DATASET RECORDS.
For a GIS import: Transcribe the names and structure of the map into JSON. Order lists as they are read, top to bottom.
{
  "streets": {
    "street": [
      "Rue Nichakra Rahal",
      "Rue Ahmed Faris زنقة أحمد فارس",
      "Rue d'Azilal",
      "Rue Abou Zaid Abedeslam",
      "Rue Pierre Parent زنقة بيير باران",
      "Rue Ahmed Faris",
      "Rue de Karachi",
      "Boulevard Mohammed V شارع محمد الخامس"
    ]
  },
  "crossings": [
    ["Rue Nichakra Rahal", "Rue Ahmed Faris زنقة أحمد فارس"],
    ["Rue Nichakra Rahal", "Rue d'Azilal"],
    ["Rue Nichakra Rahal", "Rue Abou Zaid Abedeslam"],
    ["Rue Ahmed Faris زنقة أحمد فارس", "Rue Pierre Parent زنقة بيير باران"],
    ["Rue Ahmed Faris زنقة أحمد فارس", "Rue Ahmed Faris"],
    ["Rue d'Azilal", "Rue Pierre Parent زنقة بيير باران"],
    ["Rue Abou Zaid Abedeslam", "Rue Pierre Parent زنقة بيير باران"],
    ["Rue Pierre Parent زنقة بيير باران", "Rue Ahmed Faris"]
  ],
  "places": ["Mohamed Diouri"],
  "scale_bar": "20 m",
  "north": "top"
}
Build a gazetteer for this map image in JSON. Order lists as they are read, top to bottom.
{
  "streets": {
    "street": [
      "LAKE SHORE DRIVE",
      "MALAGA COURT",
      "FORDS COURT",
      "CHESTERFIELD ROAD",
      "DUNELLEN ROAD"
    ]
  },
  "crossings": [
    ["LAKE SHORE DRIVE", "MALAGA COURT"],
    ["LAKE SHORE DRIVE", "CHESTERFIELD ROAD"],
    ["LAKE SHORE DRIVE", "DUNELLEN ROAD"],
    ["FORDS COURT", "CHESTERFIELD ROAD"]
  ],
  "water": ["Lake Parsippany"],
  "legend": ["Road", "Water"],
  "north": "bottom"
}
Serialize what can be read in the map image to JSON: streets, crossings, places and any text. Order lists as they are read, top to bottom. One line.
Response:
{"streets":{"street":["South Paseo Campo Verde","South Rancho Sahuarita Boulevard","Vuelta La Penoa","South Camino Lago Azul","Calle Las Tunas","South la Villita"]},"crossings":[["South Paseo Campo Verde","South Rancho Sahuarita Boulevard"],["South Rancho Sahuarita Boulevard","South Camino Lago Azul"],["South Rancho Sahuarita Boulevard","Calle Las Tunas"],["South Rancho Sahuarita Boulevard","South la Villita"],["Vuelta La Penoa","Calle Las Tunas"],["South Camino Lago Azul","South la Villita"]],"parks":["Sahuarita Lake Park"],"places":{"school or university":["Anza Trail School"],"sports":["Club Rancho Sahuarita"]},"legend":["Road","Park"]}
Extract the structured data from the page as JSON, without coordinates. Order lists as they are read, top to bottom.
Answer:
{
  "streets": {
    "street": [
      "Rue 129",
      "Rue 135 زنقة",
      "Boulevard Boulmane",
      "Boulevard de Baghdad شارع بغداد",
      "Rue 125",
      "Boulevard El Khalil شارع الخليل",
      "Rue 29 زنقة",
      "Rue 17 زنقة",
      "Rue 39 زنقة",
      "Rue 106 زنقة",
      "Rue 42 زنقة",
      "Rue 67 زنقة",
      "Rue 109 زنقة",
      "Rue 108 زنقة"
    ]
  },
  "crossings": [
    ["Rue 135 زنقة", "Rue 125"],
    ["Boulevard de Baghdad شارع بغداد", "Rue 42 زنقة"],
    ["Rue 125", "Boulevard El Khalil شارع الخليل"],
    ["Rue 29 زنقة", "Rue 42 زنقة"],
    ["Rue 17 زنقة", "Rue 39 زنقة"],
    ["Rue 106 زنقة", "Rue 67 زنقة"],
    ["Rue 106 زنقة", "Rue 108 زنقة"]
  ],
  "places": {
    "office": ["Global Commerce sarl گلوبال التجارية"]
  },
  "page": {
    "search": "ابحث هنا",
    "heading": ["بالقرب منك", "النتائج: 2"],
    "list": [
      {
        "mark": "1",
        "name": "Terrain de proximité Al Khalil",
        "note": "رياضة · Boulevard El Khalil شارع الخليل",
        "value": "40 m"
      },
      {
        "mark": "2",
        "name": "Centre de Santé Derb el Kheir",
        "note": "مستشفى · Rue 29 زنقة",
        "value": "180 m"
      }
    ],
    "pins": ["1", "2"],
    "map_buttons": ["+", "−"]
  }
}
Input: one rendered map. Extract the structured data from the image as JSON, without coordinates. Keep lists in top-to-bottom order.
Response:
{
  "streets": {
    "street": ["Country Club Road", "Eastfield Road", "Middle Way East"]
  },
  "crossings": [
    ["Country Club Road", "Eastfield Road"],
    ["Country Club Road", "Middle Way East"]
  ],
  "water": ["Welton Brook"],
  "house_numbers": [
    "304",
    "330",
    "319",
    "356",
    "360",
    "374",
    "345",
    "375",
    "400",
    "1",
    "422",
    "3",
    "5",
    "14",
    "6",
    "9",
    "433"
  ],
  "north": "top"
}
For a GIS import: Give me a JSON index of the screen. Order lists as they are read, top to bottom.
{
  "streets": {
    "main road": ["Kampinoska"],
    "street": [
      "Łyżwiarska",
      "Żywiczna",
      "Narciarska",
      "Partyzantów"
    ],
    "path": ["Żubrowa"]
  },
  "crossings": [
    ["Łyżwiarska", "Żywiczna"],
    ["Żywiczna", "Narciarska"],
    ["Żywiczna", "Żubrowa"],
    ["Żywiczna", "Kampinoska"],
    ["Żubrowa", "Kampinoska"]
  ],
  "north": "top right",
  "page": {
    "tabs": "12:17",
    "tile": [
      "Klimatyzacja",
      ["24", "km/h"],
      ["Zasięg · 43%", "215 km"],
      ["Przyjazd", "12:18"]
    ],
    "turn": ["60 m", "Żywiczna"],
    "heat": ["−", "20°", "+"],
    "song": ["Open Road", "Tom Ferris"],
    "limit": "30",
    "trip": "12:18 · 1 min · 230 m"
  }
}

WHAT TO PRODUCE.
Restate the material above exactly, leaving nothing out.

FINISHED EXERCISE.
For a GIS import: Transcribe the names and structure of the map into JSON. Order lists as they are read, top to bottom.
{
  "streets": {
    "street": [
      "Rue Nichakra Rahal",
      "Rue Ahmed Faris زنقة أحمد فارس",
      "Rue d'Azilal",
      "Rue Abou Zaid Abedeslam",
      "Rue Pierre Parent زنقة بيير باران",
      "Rue Ahmed Faris",
      "Rue de Karachi",
      "Boulevard Mohammed V شارع محمد الخامس"
    ]
  },
  "crossings": [
    ["Rue Nichakra Rahal", "Rue Ahmed Faris زنقة أحمد فارس"],
    ["Rue Nichakra Rahal", "Rue d'Azilal"],
    ["Rue Nichakra Rahal", "Rue Abou Zaid Abedeslam"],
    ["Rue Ahmed Faris زنقة أحمد فارس", "Rue Pierre Parent زنقة بيير باران"],
    ["Rue Ahmed Faris زنقة أحمد فارس", "Rue Ahmed Faris"],
    ["Rue d'Azilal", "Rue Pierre Parent زنقة بيير باران"],
    ["Rue Abou Zaid Abedeslam", "Rue Pierre Parent زنقة بيير باران"],
    ["Rue Pierre Parent زنقة بيير باران", "Rue Ahmed Faris"]
  ],
  "places": ["Mohamed Diouri"],
  "scale_bar": "20 m",
  "north": "top"
}
Build a gazetteer for this map image in JSON. Order lists as they are read, top to bottom.
{
  "streets": {
    "street": [
      "LAKE SHORE DRIVE",
      "MALAGA COURT",
      "FORDS COURT",
      "CHESTERFIELD ROAD",
      "DUNELLEN ROAD"
    ]
  },
  "crossings": [
    ["LAKE SHORE DRIVE", "MALAGA COURT"],
    ["LAKE SHORE DRIVE", "CHESTERFIELD ROAD"],
    ["LAKE SHORE DRIVE", "DUNELLEN ROAD"],
    ["FORDS COURT", "CHESTERFIELD ROAD"]
  ],
  "water": ["Lake Parsippany"],
  "legend": ["Road", "Water"],
  "north": "bottom"
}
Serialize what can be read in the map image to JSON: streets, crossings, places and any text. Order lists as they are read, top to bottom. One line.
Response:
{"streets":{"street":["South Paseo Campo Verde","South Rancho Sahuarita Boulevard","Vuelta La Penoa","South Camino Lago Azul","Calle Las Tunas","South la Villita"]},"crossings":[["South Paseo Campo Verde","South Rancho Sahuarita Boulevard"],["South Rancho Sahuarita Boulevard","South Camino Lago Azul"],["South Rancho Sahuarita Boulevard","Calle Las Tunas"],["South Rancho Sahuarita Boulevard","South la Villita"],["Vuelta La Penoa","Calle Las Tunas"],["South Camino Lago Azul","South la Villita"]],"parks":["Sahuarita Lake Park"],"places":{"school or university":["Anza Trail School"],"sports":["Club Rancho Sahuarita"]},"legend":["Road","Park"]}
Extract the structured data from the page as JSON, without coordinates. Order lists as they are read, top to bottom.
Answer:
{
  "streets": {
    "street": [
      "Rue 129",
      "Rue 135 زنقة",
      "Boulevard Boulmane",
      "Boulevard de Baghdad شارع بغداد",
      "Rue 125",
      "Boulevard El Khalil شارع الخليل",
      "Rue 29 زنقة",
      "Rue 17 زنقة",
      "Rue 39 زنقة",
      "Rue 106 زنقة",
      "Rue 42 زنقة",
      "Rue 67 زنقة",
      "Rue 109 زنقة",
      "Rue 108 زنقة"
    ]
  },
  "crossings": [
    ["Rue 135 زنقة", "Rue 125"],
    ["Boulevard de Baghdad شارع بغداد", "Rue 42 زنقة"],
    ["Rue 125", "Boulevard El Khalil شارع الخليل"],
    ["Rue 29 زنقة", "Rue 42 زنقة"],
    ["Rue 17 زنقة", "Rue 39 زنقة"],
    ["Rue 106 زنقة", "Rue 67 زنقة"],
    ["Rue 106 زنقة", "Rue 108 زنقة"]
  ],
  "places": {
    "office": ["Global Commerce sarl گلوبال التجارية"]
  },
  "page": {
    "search": "ابحث هنا",
    "heading": ["بالقرب منك", "النتائج: 2"],
    "list": [
      {
        "mark": "1",
        "name": "Terrain de proximité Al Khalil",
        "note": "رياضة · Boulevard El Khalil شارع الخليل",
        "value": "40 m"
      },
      {
        "mark": "2",
        "name": "Centre de Santé Derb el Kheir",
        "note": "مستشفى · Rue 29 زنقة",
        "value": "180 m"
      }
    ],
    "pins": ["1", "2"],
    "map_buttons": ["+", "−"]
  }
}
Input: one rendered map. Extract the structured data from the image as JSON, without coordinates. Keep lists in top-to-bottom order.
Response:
{
  "streets": {
    "street": ["Country Club Road", "Eastfield Road", "Middle Way East"]
  },
  "crossings": [
    ["Country Club Road", "Eastfield Road"],
    ["Country Club Road", "Middle Way East"]
  ],
  "water": ["Welton Brook"],
  "house_numbers": [
    "304",
    "330",
    "319",
    "356",
    "360",
    "374",
    "345",
    "375",
    "400",
    "1",
    "422",
    "3",
    "5",
    "14",
    "6",
    "9",
    "433"
  ],
  "north": "top"
}
For a GIS import: Give me a JSON index of the screen. Order lists as they are read, top to bottom.
{
  "streets": {
    "main road": ["Kampinoska"],
    "street": [
      "Łyżwiarska",
      "Żywiczna",
      "Narciarska",
      "Partyzantów"
    ],
    "path": ["Żubrowa"]
  },
  "crossings": [
    ["Łyżwiarska", "Żywiczna"],
    ["Żywiczna", "Narciarska"],
    ["Żywiczna", "Żubrowa"],
    ["Żywiczna", "Kampinoska"],
    ["Żubrowa", "Kampinoska"]
  ],
  "north": "top right",
  "page": {
    "tabs": "12:17",
    "tile": [
      "Klimatyzacja",
      ["24", "km/h"],
      ["Zasięg · 43%", "215 km"],
      ["Przyjazd", "12:18"]
    ],
    "turn": ["60 m", "Żywiczna"],
    "heat": ["−", "20°", "+"],
    "song": ["Open Road", "Tom Ferris"],
    "limit": "30",
    "trip": "12:18 · 1 min · 230 m"
  }
}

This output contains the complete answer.